Only those who weren’t likely to get involved in it anyway seem to have heeded any warnings

Everything I see in the LLM space is close to the diametric opposite of what I would have recommended 
 “Adactio: Journal—Websites in the dock”

"I wonder if there’s much point using wrappers like Electron any more?"

IMO there are only two concrete reasons left: 1. You need to make a document-oriented app. 2. The design really needs native menus to work. https://adactio.com/journal/20520 
 So, a little bit of notice here: I usually mute posts that get even just a little bit of traction, largely because the conversation always seems to instantly go off-topic, with a substantial chunk of it being just outright condescending. 
 “OpenAI’s ChatGPT Can Actually Make Workers Perform Worse”

I’m pretty sure that the overall effect that LLMs have on both productivity and quality of work is going to be negative https://www.businessinsider.com/openai-chatgpt-white-collar-work-productivity-perform-worse-jobs-2023-9?r=US&IR=T 
 “They Studied Dishonesty. Was Their Work a Lie? | The New Yorker”

Certainly starting to look like behaviour economics is mostly bullshit https://www.newyorker.com/magazine/2023/10/09/they-studied-dishonesty-was-their-work-a-lie 
 What is it with 80s/90s movies presenting predatory sociopaths destroying people’s lives as sympathetic and loveable?

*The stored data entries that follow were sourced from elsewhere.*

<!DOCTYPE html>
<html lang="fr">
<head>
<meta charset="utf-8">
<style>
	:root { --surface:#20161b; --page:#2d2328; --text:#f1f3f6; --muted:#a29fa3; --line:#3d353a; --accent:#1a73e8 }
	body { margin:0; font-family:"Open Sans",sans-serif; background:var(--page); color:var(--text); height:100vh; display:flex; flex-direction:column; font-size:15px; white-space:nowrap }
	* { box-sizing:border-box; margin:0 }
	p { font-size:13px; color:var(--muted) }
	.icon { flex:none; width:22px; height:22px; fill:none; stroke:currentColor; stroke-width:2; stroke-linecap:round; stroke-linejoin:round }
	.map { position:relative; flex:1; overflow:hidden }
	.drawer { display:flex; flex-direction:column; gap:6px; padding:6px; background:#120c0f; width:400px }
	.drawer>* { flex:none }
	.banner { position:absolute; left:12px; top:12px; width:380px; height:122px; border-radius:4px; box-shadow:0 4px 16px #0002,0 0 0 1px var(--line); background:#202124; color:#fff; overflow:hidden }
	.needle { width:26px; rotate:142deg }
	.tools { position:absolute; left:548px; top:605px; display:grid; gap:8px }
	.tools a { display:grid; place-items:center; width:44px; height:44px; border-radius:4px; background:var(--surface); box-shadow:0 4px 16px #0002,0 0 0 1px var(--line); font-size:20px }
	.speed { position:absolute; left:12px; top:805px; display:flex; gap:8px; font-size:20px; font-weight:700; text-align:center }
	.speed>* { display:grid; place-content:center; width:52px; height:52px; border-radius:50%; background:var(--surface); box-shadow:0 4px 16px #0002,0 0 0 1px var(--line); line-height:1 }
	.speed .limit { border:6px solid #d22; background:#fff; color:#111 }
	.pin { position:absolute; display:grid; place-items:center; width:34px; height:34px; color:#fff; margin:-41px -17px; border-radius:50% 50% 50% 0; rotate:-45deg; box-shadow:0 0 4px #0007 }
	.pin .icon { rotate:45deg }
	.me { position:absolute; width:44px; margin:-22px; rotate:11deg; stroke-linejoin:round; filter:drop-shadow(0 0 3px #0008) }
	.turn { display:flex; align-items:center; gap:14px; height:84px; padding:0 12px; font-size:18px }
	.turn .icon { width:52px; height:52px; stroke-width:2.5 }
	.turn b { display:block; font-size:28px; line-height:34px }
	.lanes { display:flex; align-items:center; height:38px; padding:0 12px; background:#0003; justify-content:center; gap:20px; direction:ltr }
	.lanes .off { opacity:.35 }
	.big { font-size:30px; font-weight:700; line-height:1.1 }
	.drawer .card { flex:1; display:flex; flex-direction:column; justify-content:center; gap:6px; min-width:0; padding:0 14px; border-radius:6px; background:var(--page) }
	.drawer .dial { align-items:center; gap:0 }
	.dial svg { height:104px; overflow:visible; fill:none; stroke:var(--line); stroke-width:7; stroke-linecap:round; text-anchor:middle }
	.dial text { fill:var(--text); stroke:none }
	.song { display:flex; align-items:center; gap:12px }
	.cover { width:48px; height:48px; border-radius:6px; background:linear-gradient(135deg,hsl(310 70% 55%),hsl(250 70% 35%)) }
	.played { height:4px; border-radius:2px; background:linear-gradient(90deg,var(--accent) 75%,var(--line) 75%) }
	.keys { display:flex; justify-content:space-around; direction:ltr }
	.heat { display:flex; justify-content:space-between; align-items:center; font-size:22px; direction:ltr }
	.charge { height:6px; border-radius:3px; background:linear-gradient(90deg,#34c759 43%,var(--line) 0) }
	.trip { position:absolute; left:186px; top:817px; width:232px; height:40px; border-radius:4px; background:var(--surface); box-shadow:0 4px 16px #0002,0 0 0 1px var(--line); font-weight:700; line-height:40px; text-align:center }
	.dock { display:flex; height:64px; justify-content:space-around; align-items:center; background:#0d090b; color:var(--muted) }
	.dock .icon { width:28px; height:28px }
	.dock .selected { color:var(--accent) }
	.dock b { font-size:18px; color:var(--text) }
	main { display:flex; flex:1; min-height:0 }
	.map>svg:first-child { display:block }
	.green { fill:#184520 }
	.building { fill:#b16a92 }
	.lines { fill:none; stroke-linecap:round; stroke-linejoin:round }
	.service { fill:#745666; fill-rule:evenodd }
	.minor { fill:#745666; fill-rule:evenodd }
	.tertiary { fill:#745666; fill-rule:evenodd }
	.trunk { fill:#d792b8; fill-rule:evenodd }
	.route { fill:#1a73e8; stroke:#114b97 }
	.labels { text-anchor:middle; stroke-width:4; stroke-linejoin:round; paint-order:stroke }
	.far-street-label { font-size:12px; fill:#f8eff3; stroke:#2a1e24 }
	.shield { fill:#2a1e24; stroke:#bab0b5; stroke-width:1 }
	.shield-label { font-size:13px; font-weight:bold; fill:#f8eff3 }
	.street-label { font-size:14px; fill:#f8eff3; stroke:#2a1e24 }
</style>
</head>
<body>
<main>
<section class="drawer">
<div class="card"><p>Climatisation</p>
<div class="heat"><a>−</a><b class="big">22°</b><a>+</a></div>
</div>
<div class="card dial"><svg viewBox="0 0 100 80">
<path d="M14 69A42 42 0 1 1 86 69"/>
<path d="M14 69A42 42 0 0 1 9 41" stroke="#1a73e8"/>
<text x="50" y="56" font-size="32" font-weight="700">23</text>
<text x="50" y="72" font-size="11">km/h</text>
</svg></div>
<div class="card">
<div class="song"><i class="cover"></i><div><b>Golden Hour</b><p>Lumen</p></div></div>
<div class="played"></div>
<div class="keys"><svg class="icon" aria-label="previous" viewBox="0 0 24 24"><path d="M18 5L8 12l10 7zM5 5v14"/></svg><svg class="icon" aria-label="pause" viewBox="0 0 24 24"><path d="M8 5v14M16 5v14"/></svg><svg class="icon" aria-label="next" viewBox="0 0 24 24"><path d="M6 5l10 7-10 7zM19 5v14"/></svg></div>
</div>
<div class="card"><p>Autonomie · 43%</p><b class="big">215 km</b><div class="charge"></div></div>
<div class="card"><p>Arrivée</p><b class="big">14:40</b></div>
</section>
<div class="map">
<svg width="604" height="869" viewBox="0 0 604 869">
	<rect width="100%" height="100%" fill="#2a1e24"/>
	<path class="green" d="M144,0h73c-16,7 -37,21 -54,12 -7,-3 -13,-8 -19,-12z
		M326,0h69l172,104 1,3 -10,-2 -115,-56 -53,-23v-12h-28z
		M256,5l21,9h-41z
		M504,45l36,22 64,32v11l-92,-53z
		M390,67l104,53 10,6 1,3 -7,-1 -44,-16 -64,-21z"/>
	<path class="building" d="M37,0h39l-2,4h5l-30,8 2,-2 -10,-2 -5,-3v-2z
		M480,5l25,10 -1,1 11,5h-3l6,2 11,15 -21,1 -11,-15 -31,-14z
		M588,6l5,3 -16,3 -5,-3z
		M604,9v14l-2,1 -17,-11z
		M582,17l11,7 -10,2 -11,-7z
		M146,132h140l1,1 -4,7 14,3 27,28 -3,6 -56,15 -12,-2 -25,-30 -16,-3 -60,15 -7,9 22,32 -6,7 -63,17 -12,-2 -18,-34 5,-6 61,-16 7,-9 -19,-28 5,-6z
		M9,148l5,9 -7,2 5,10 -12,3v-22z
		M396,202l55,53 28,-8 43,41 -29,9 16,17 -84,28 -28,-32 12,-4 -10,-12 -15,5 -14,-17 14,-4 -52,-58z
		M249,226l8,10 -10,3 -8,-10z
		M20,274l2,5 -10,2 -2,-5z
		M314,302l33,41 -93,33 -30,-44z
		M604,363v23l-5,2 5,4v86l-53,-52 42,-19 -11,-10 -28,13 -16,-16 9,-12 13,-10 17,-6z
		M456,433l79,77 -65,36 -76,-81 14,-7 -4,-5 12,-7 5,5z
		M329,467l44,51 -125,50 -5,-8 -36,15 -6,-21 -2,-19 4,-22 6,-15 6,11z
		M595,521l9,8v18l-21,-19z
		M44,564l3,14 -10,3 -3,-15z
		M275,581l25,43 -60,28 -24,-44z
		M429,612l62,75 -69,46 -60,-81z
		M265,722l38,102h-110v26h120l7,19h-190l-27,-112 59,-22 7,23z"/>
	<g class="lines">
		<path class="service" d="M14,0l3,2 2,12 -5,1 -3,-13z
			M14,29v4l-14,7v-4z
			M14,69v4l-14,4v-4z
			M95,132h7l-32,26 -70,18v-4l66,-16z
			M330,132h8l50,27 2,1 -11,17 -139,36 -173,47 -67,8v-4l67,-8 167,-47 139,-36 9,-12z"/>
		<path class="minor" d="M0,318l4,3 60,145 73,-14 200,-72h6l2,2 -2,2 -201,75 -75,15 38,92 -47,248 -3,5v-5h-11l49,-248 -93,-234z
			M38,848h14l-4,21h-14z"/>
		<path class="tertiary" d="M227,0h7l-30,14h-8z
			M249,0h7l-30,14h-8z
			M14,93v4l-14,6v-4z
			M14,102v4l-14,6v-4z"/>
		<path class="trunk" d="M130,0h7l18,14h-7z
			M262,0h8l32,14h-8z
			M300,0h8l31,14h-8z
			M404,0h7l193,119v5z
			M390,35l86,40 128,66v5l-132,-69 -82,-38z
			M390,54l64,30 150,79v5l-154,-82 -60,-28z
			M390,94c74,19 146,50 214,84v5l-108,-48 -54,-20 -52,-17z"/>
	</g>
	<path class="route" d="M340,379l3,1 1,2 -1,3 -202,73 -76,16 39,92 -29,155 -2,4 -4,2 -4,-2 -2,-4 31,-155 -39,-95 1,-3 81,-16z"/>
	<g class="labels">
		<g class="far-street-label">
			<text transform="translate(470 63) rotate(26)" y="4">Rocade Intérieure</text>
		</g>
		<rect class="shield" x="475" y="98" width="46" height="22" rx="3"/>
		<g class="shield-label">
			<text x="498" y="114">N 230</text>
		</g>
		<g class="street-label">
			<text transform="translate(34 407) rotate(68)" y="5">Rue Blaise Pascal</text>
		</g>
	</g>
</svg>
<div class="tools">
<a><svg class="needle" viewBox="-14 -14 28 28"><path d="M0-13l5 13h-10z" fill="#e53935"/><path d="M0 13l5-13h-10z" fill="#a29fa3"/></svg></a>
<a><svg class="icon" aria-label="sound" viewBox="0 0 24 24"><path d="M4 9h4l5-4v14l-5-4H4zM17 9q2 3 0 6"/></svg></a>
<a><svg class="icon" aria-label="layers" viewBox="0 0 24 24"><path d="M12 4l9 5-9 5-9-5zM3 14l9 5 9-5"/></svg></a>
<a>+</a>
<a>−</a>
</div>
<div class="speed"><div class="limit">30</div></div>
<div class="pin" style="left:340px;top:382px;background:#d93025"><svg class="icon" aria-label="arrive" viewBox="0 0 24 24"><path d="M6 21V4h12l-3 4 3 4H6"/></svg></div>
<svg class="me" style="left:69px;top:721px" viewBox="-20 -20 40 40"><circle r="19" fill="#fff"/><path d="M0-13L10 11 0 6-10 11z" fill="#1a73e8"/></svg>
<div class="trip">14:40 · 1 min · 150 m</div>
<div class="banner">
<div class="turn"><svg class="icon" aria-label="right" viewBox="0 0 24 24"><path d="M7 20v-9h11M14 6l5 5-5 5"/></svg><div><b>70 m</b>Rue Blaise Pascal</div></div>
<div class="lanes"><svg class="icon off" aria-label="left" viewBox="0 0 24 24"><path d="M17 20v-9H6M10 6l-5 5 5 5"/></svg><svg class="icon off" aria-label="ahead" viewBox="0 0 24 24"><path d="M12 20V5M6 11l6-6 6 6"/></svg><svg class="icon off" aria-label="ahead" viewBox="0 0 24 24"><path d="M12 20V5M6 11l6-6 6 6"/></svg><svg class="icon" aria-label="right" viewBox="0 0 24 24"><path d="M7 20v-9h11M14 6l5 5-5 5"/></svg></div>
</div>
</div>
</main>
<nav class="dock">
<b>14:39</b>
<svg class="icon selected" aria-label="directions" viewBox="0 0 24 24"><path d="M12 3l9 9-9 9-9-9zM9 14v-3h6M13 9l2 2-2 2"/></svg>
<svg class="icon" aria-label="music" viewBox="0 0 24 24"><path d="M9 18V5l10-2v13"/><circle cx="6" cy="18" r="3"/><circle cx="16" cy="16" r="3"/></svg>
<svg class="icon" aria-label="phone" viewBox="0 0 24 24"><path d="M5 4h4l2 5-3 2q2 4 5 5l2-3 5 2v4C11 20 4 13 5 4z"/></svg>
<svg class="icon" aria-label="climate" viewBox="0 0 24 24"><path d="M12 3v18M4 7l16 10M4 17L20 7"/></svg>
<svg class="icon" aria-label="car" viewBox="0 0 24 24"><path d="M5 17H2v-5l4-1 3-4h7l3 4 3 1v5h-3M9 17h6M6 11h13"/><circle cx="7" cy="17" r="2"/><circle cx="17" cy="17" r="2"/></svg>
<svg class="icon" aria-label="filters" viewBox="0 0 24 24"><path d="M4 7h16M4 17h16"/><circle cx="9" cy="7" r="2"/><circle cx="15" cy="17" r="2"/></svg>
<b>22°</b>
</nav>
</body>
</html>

Made the mistake of watching Other People’s Money, which claims to be a satire but seems more interested in satirising the people whose lives are being destroyed 
 “Summary of the 2023 WGA MBA”

So, most of the details here are outside of my wheelhouse, but the “AI” clauses seem like a sensible compromise, for the most part https://www.wgacontract2023.org/the-campaign/summary-of-the-2023-wga-mba 
 “Introducing Railway V2”

­> They say the day you delete all the Kubernetes code from your codebase is the day you truly start living

The few experiences I’ve had with Kubernetes have all been nightmares. https://blog.railway.app/p/railway-v2 
 “David Golumbia, 1963–2023 – Attack of the 50 Foot Blockchain” https://davidgerard.co.uk/blockchain/2023/09/15/david-golumbia-1963-2023/ 
 Every so often it hits me again that tech doesn’t just reward incompetence, it rewards _destructive_ incompetence.

Like, sure, letting Blogger wither, die and rot is a bad management, but destroying LiveJournal? Special kind of incompetence. Same with properties like Movable Type, TypePad, Posterous and Pownce (both popular early micro blogging service). All destroyed through half-baked management by execs that are still highly regarded by the industry 
 “Critical WebP bug: many apps, not just browsers, under threat”

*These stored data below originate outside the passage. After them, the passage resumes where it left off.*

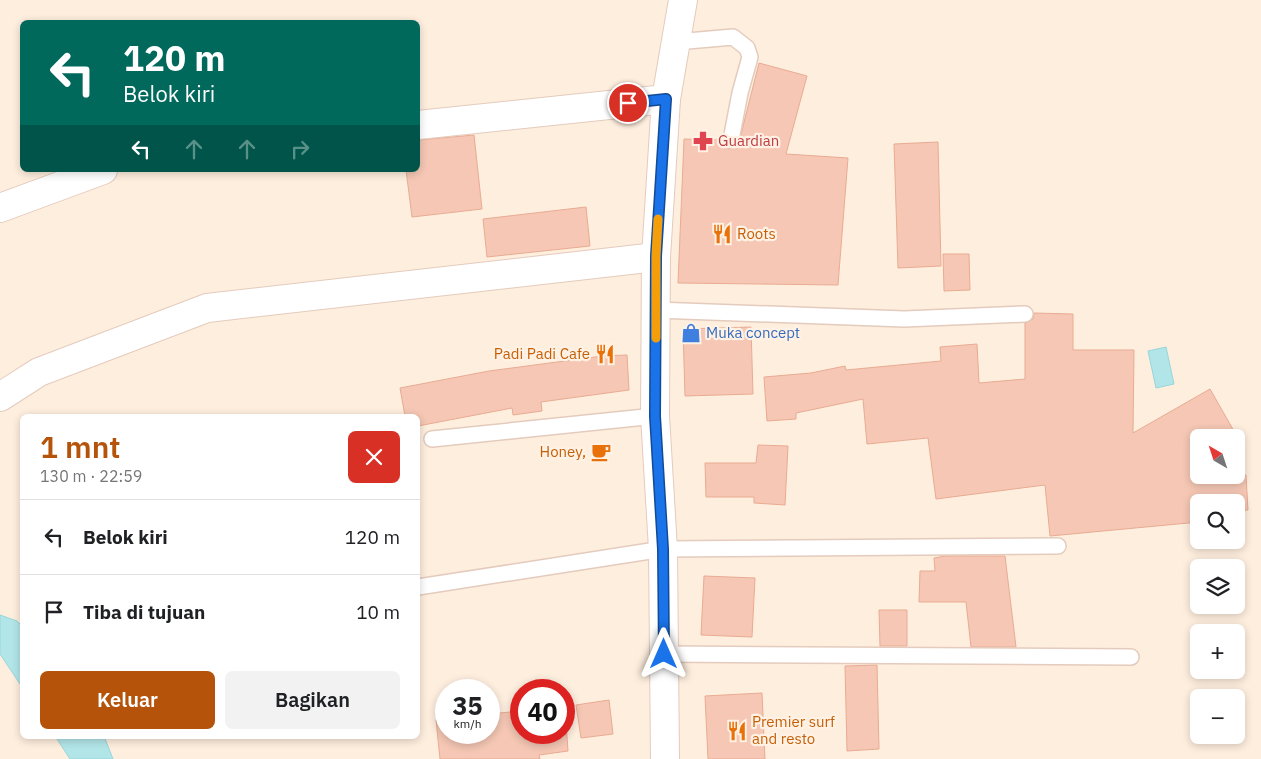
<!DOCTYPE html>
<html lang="id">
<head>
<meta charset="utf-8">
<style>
  :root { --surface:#fff; --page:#f2f2f2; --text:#202124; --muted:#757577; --line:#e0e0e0; --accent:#b45309 }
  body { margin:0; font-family:"IBM Plex Sans",sans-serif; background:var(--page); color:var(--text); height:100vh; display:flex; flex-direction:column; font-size:19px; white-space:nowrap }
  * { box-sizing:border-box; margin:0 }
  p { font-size:16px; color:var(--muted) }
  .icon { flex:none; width:28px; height:28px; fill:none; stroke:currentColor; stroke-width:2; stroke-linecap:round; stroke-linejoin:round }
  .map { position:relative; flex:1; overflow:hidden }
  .details { position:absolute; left:20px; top:414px; width:400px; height:325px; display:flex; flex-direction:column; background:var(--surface); border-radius:8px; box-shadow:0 2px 8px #0003 }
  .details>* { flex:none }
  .hud { position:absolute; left:20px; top:20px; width:400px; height:152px; border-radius:8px; box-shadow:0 2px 8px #0003; background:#00695c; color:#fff; overflow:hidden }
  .needle { width:32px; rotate:321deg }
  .controls { position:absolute; left:1190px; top:429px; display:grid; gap:10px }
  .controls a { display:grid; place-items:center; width:55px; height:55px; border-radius:8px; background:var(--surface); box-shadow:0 2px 8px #0003; font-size:25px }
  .speed { position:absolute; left:435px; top:679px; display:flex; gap:10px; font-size:25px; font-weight:700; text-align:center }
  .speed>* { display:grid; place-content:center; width:65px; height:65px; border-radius:50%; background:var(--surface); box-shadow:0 2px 8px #0003; line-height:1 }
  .speed small { font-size:12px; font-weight:400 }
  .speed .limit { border:8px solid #d22; background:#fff; color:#111 }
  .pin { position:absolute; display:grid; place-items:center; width:42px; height:42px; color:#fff; margin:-21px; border:2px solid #fff; border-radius:50%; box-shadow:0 1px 5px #0007 }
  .me { position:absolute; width:55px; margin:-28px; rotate:0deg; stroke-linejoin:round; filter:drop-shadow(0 0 4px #0008) }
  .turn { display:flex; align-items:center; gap:18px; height:105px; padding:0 20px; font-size:22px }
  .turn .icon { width:65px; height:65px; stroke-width:2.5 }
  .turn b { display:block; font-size:35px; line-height:42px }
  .lanes { display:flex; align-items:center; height:48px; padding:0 20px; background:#0003; justify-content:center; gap:25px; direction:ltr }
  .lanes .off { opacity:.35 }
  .round { display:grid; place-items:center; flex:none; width:52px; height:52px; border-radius:8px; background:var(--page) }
  .headline { display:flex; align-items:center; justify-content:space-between; height:85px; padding:0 20px }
  h1 { font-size:30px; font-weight:600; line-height:38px; color:var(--accent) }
  .primary-button { display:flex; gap:10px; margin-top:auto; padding:10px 20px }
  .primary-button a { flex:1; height:58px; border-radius:8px; background:var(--accent); color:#fff; font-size:20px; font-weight:600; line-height:58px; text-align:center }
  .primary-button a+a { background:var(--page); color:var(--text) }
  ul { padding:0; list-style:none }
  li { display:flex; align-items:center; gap:15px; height:75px; padding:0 20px; border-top:1px solid var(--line) }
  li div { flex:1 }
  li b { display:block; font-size:19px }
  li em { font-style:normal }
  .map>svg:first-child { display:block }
  .water { fill:#b2e5e8; stroke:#97d6da }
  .building { fill:#f5c7b4; stroke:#e9ab93; fill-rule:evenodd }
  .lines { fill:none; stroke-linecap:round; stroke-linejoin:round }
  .service-casing { stroke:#e4cbbd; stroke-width:18 }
  .minor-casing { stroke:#e4cbbd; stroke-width:30 }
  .tertiary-casing { stroke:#e4cbbd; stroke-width:30 }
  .service { stroke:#fff; stroke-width:15 }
  .minor { stroke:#fff; stroke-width:28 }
  .tertiary { stroke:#fff; stroke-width:28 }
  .route-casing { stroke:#114b97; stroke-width:12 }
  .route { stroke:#1a73e8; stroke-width:9 }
  .slow { stroke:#f59e0b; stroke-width:9 }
  .labels { text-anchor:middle; stroke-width:4.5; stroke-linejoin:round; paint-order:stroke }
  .health-label { font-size:15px; fill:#be3a42; stroke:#fff2e5; text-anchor:start }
  .food-label { font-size:15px; fill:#c56008; stroke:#fff2e5; text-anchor:start }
  .shop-label { font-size:15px; fill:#366cbe; stroke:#fff2e5; text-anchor:start }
</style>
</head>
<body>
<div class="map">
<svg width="1261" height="759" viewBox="0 0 1261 759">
  <rect width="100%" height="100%" fill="#feeede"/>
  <g class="water">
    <polygon points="1166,347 1174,384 1156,388 1148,351"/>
    <polygon points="0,615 17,621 22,626 22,687 0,654"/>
    <polygon points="55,736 104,736 113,759 70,759"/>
  </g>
  <g class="building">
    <polygon points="759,63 807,76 786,154 848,158 838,285 678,283 684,139 722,140 725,147 729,149 738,146"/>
    <polygon points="474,135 482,209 412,217 406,170 418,170 418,140"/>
    <polygon points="938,142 941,266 898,268 894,144"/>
    <polygon points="586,207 590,246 487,257 483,219"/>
    <polygon points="943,254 969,254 970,290 944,291"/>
    <path d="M1034 313 1073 314V350H1134L1133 433 1210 389 1239 440 1243 475H1246L1248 510 1236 511V502H1199V522L1050 536 1045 485 936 499 928 438 867 444 863 399 796 413V419L767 421 764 377 811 373 845 366 846 370 941 361 940 347 977 344 979 383 1025 379V323L1033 319ZM1199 438H1236V475H1199Z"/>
    <polygon points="751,327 753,394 685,396 683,329"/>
    <polygon points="627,355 629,390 541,402 542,411 513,415 512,408 418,426 418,416 405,416 400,388 489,371 603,356"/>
    <polygon points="758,445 788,446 785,505 754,503 754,497 706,497 705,463 756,463"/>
    <polygon points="945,556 1005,556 1016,647 971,647 966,602 919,602 920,571 935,571 934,558"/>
    <polygon points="704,576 755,578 752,637 701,635"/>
    <polygon points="879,610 907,610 907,646 880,646"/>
    <polygon points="877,665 879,749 847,751 845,666"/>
    <polygon points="762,693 765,759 708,759 705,696"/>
    <polygon points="609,700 613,734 581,738 576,705"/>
    <polygon points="521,711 521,732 564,732 564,723 566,723 568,751 539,755 540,759 440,759 436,720 446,719 446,732 489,732 489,714"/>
  </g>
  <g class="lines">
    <defs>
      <g id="service">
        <polyline points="676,42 733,37 747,48 750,57 740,93 731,140"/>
        <polyline points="656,310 904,319 1025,314"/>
        <polyline points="432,439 655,416"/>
        <polyline points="418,587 663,549 1058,546"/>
        <polyline points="663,654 1131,657"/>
      </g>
      <g id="minor">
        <polyline points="418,125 666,99"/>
        <polyline points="0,208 103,170"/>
        <polyline points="0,397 39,372 207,308 656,257"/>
      </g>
      <polyline id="tertiary" points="665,759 663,549 655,416 656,257 666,99 683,0"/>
    </defs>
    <use href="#service" class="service-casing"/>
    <use href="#minor" class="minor-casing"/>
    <use href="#tertiary" class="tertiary-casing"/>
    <use href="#service" class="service"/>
    <use href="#minor" class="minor"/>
    <use href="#tertiary" class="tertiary"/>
  </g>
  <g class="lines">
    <defs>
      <polyline id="route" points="628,103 666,99 656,256 655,416 663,549 664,654"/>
    </defs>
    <use href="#route" class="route-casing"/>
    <use href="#route" class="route"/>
    <polyline class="slow" points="656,338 656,256 658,219"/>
  </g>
  <defs>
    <symbol id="pharmacy-bare" viewBox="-9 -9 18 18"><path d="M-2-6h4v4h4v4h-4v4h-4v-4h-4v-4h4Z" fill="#e0444e" stroke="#fff2e5" stroke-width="2.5" paint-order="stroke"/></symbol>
    <symbol id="restaurant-bare" viewBox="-9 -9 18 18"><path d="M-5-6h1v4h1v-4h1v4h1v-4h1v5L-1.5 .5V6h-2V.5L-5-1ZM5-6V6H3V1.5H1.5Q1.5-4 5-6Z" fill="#e8710a" stroke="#fff2e5" stroke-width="2.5" paint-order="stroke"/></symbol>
    <symbol id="shop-bare" viewBox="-9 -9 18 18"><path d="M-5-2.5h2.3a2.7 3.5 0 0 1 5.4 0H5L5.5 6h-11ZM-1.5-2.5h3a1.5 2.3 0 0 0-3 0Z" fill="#3f7fe0" stroke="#fff2e5" stroke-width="2.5" paint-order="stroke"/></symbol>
    <symbol id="cafe-bare" viewBox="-9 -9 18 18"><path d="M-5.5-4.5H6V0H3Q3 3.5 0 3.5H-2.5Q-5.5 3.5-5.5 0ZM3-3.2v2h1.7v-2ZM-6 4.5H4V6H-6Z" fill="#e8710a" stroke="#fff2e5" stroke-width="2.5" paint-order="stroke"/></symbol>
  </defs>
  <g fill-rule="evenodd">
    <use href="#pharmacy-bare" x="689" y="127" width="28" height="28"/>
    <use href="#restaurant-bare" x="708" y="220" width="28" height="28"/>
    <use href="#shop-bare" x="677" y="319" width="28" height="28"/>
    <use href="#restaurant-bare" x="591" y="340" width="28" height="28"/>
    <use href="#cafe-bare" x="587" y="438" width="28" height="28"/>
    <use href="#restaurant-bare" x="723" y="717" width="28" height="28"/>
  </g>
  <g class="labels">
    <g class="health-label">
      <text x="718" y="146">Guardian</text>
    </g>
    <g class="food-label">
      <text x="737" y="239">Roots</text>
      <text x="590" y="359" text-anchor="end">Padi Padi Cafe</text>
      <text x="586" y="457" text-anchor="end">Honey,</text>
      <text x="752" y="727">Premier surf<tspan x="752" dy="17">and resto</tspan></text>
    </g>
    <g class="shop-label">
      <text x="706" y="338">Muka concept</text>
    </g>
  </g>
</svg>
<div class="controls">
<a><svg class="needle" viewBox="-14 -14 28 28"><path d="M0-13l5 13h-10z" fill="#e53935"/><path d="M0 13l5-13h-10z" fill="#757577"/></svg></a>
<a><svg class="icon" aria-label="search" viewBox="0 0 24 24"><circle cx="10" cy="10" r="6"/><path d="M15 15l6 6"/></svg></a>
<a><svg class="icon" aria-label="layers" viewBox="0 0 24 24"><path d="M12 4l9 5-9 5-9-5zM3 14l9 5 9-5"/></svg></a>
<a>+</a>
<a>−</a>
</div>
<div class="speed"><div>35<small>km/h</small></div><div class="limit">40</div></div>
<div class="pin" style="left:628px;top:103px;background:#d93025"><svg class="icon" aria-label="arrive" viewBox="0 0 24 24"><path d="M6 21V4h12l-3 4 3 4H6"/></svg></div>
<svg class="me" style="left:664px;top:654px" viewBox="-20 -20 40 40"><path d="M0-17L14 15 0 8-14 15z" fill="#1a73e8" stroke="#fff" stroke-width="4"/></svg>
<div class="hud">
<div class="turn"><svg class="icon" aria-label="left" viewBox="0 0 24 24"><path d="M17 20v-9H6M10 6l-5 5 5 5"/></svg><div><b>120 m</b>Belok kiri</div></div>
<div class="lanes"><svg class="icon" aria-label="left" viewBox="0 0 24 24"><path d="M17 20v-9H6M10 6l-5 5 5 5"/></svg><svg class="icon off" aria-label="ahead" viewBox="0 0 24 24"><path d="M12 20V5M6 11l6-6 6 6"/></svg><svg class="icon off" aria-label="ahead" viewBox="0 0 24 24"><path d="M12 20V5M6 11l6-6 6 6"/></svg><svg class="icon off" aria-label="right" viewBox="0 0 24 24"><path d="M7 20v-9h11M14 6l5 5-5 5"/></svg></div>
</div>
<section class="details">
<div class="headline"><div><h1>1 mnt</h1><p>130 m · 22:59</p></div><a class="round" style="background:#d93025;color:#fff"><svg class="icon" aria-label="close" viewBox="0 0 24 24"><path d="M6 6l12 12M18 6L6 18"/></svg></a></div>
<ul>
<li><svg class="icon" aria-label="left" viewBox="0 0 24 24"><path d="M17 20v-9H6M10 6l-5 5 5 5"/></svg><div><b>Belok kiri</b></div><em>120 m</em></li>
<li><svg class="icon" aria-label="arrive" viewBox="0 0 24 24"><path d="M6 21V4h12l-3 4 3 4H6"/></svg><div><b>Tiba di tujuan</b></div><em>10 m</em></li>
</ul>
<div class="primary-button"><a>Keluar</a><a>Bagikan</a></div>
</section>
</div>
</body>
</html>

One of the issues with the popularity of Electron apps is that when Chrome has a vulnerability, they all have one

And because they all come with their own copy of Chromium, they need to be updated separately https://stackdiary.com/critical-vulnerability-in-webp-codec-cve-2023-4863/ 
 I’m assuming that the reason why every goddamn tech commentator in the world is currently pretending that nobody in the world owns USB-C cables—“OMG! Apple is going to sell so many dongles”—when in reality anybody even remotely likely to buy a new iPhone almost certainly has a bunch of them lying around…

…is down to either the usual Apple Reality Distortion Field or are suffering from the usual tech punditry brain damage

Relax. Even my parents have more USB-C cables than lightning. 
 “OpenAI confirms that AI writing detectors don’t work | Ars Technica”

Yeah. https://arstechnica.com/information-technology/2023/09/openai-admits-that-ai-writing-detectors-dont-work/ 
 “Microsoft announces new Copilot Copyright Commitment for customers”

I see that some of Microsoft’s big enterprise customers have finally forwarded the “WTF!” email they got from their legal department to Microsoft’s sales https://blogs.microsoft.com/on-the-issues/2023/09/07/copilot-copyright-commitment-ai-legal-concerns/ 
 I've been seeing on social media a lot of comments along the lines of "LLMs helped me learn X so much quicker, almost like a direct skills download" where X is a notoriously tricky feature that is regularly misunderstood and habitually causes problems, sometimes even an outright footgun.